Em 2019, o Plenário do STF enquadrou a homofobia e transfobia como crimes de racismo ao reconhecer omissão legislativa no julgamento da Ação Direta de Inconstitucionalidade por Omissão (ADO) 26, de relatoria do já aposentado ministro Celso de Mello, e do Mandado de Injunção (MI) 4733, relatado pelo ministro Edson Fachin[2]

“Por maioria, a Corte reconheceu a mora do Congresso Nacional para incriminar atos atentatórios a direitos fundamentais dos integrantes da comunidade LGBT. Os ministros Celso de Mello, Edson Fachin, Alexandre de Moraes, Luís Roberto Barroso, Rosa Weber, Luiz Fux, Cármen Lúcia e Gilmar Mendes votaram pelo enquadramento da homofobia e da transfobia como tipo penal definido na Lei do Racismo (Lei 7.716/1989) até que o Congresso Nacional edite lei sobre a matéria. Nesse ponto, ficaram vencidos os ministros Ricardo Lewandowski e Dias Toffoli, por entenderem que a conduta só pode ser punida mediante lei aprovada pelo Legislativo. O ministro Marco Aurélio não reconhecia a mora”.

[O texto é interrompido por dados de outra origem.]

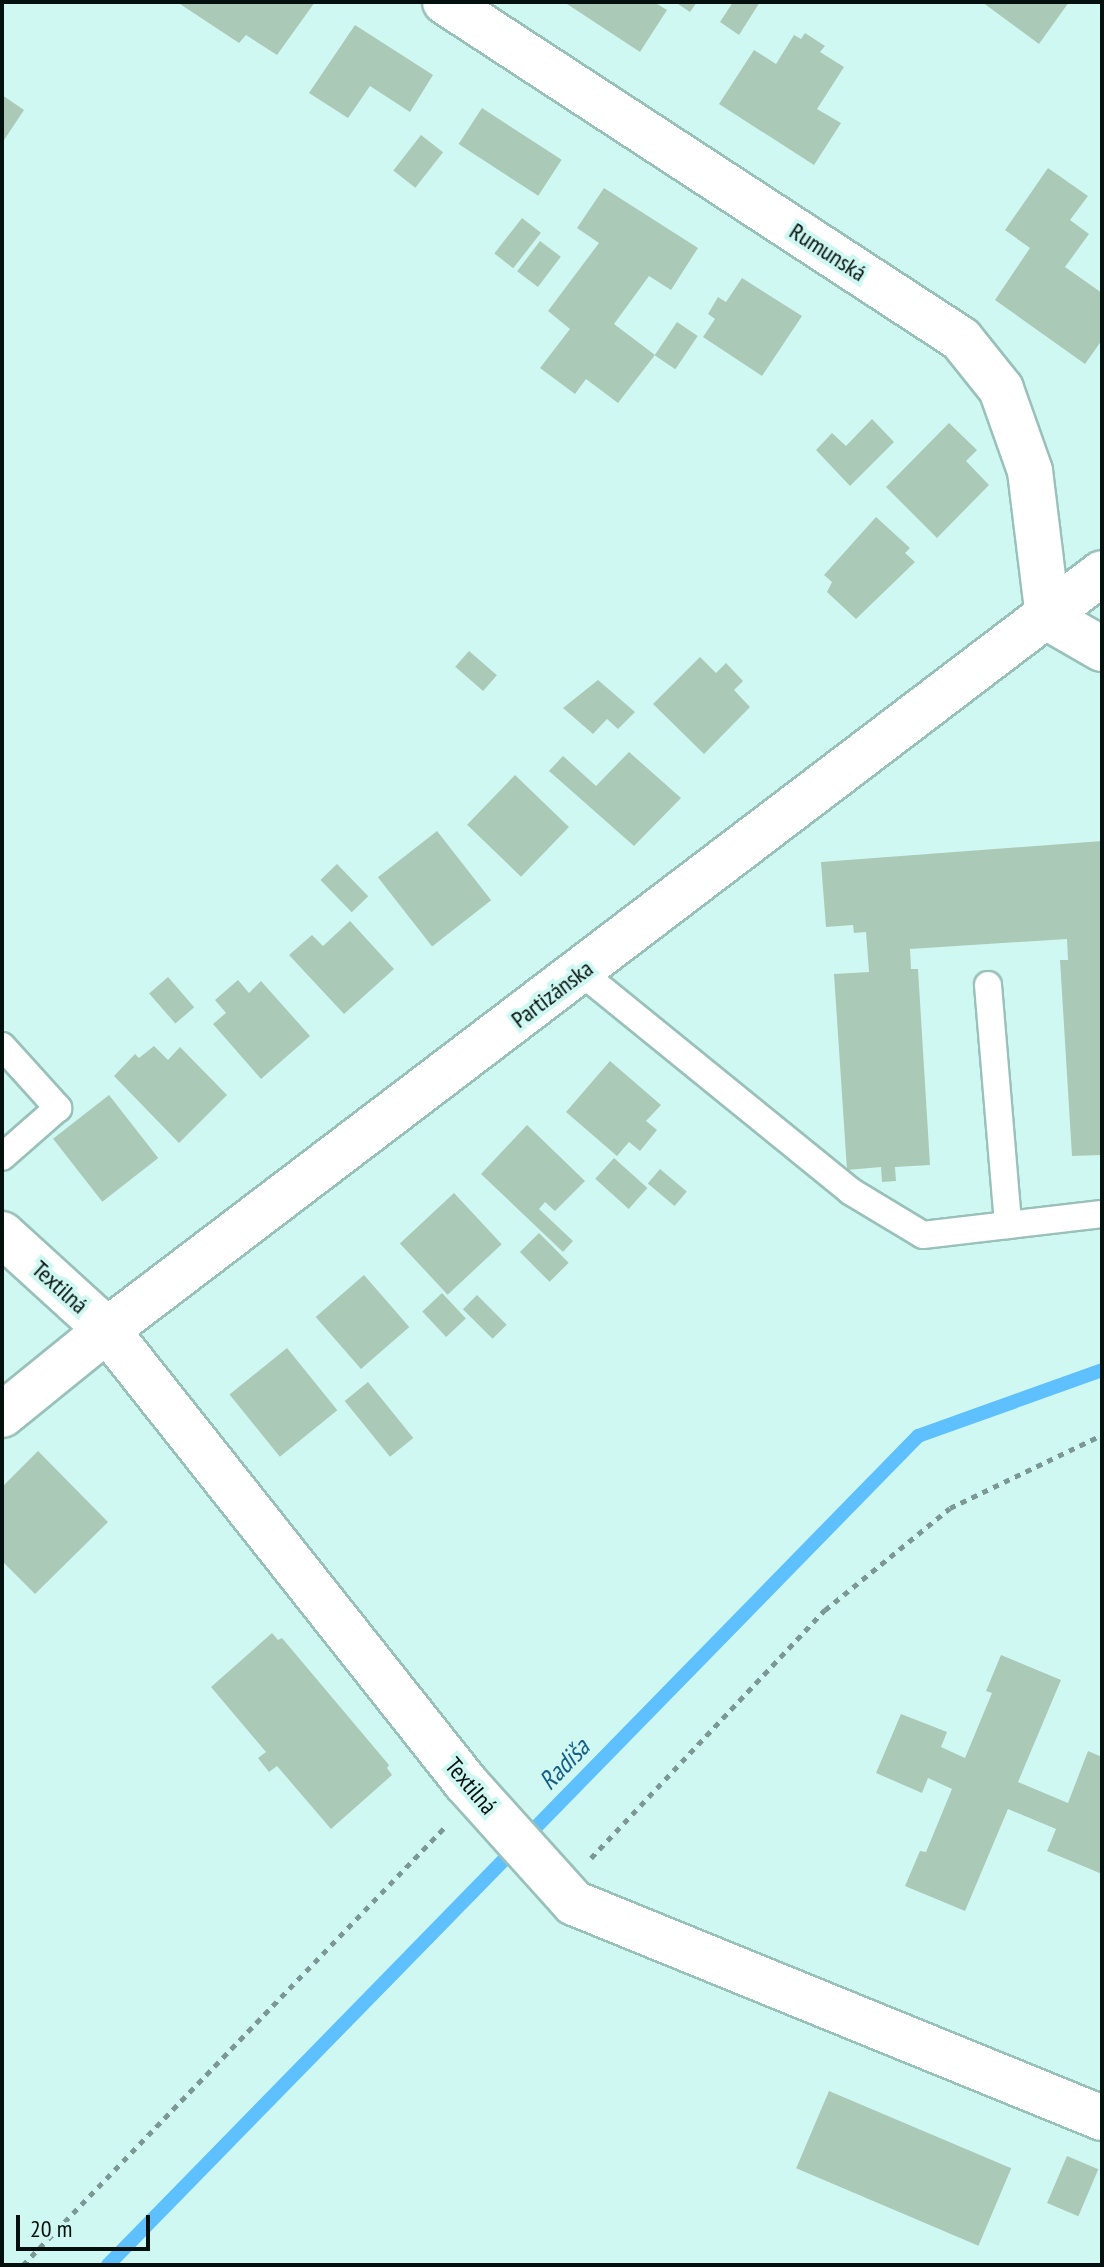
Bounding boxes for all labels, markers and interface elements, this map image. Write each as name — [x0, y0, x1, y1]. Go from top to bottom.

Apesar de difícil ocorrência na prática, nos julgamentos em comento não houve qualquer menção ao crime de Tortura-Discriminatória também conhecida como Tortura-Racismo.

Rege o art. 1º, inc.I, alínea “c”, da Lei 9455/97:

(…)Constitui crime de tortura:

I – constranger alguém com emprego de violência ou grave ameaça, causando-lhe sofrimento físico ou mental:

(…)

c) em razão de discriminação racial ou religiosa;” (Grifei)

 

ATENÇÃO: De todos os crimes previstos na Lei em estudo é o mais cobrado nas provas objetivas.

Assim como Tortura-Prova e na Tortura-Crime, a modalidade de tortura tipificada na alínea “c” do inciso I do art. 1º é crime um comum, ou seja, qualquer pessoa pode praticá-lo.

Constranger é o verbo núcleo e significa forçar ou coagir. Mas, ao contrário das alíneas “a” e “b”, em que as vítimas eram constrangidas a “fazer algo”, agora o ofendido será torturado por conta unicamente da discriminação racial ou religiosa.

Os meios executórios são a violência ou a grave ameaça (regra), e elas devem causar sofrimento físico ou mental na vítima.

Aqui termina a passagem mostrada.